CISOLOK, sukabumiinside.com | Ribuan masyarakat tumpah ruah memadati Kampung Adat Kasepuhan Sinaresmi, Desa Sirnaresmi, Kecamatan Cisolok, Kabupaten Sukabumi, Minggu (5/7/2026), dalam puncak perayaan Seren Taun ke-447. Tradisi adat yang telah diwariskan selama ratusan tahun ini kembali menjadi magnet budaya sekaligus simbol kuat rasa syukur masyarakat adat atas hasil panen.
Seren Taun bukan sekadar ritual tahunan. Di balik kemeriahannya, tersimpan nilai spiritual, sosial, dan budaya yang mendalam, terutama sebagai doa bersama menyambut musim tanam berikutnya agar penuh keberkahan.
Rangkaian acara dimulai dengan berbagai prosesi adat yang sarat makna.
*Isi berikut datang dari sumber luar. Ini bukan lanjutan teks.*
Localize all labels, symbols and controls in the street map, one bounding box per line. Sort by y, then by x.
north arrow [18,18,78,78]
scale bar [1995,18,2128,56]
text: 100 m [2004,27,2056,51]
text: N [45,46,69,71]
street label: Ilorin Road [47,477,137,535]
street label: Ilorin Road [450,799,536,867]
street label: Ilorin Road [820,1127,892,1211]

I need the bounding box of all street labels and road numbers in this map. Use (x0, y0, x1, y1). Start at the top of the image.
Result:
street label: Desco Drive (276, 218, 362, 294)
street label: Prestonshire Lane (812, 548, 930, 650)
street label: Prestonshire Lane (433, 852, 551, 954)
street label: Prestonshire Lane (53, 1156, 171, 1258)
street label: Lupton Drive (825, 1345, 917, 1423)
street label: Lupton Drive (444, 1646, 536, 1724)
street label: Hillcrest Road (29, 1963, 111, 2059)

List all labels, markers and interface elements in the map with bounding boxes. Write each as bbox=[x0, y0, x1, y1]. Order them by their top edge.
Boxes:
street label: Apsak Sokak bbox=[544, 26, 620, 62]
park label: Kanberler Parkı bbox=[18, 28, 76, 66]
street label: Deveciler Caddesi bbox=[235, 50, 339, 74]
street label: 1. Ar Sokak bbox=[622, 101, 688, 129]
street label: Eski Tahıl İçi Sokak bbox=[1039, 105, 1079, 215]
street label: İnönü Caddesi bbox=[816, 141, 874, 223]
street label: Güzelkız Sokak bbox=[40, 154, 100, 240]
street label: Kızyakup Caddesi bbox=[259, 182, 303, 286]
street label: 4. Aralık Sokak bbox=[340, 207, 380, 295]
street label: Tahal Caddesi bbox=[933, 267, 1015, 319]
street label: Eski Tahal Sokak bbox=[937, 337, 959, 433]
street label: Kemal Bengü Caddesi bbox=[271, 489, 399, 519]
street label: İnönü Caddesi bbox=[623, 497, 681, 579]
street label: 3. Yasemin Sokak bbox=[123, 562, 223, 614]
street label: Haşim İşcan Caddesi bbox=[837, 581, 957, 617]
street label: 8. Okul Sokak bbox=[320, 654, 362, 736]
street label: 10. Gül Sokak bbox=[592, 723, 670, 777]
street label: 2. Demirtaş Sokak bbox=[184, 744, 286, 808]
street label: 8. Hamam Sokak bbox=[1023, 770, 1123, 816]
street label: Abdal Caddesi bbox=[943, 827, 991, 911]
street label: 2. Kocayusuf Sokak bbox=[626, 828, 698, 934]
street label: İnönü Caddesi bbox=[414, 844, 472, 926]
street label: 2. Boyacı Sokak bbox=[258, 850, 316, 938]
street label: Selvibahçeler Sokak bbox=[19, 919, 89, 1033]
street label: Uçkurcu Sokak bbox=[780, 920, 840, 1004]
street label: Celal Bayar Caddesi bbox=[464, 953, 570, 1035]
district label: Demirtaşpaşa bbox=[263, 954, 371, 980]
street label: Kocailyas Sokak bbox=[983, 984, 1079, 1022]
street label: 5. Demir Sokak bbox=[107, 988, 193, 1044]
Mulai dari tumbuk padi, saresehan bersama baris olot kasepuhan, hingga pertunjukan budaya seperti dongdang, dogdog lojor, debus, rengkong, gondang buhun, tari tani, serta pameran karya incu putu Kasepuhan.
Puncak sakral acara ditandai dengan prosesi Ngampih Pare ka Leuit, yakni penyimpanan simbolis hasil panen ke Leuit Si Jimat oleh Sesepuh Adat Kasepuhan Sinaresmi, Abah Asep Nugraha. Prosesi berlangsung khidmat, diiringi kidung Pohaci, alunan suling, dan kecapi yang memperkuat nuansa spiritual dan sakral.
Bupati Sukabumi, H. Asep Japar, yang turut hadir dalam acara tersebut menegaskan bahwa Seren Taun merupakan cerminan rasa syukur kepada Tuhan Yang Maha Esa sekaligus wujud kearifan lokal yang harus dijaga.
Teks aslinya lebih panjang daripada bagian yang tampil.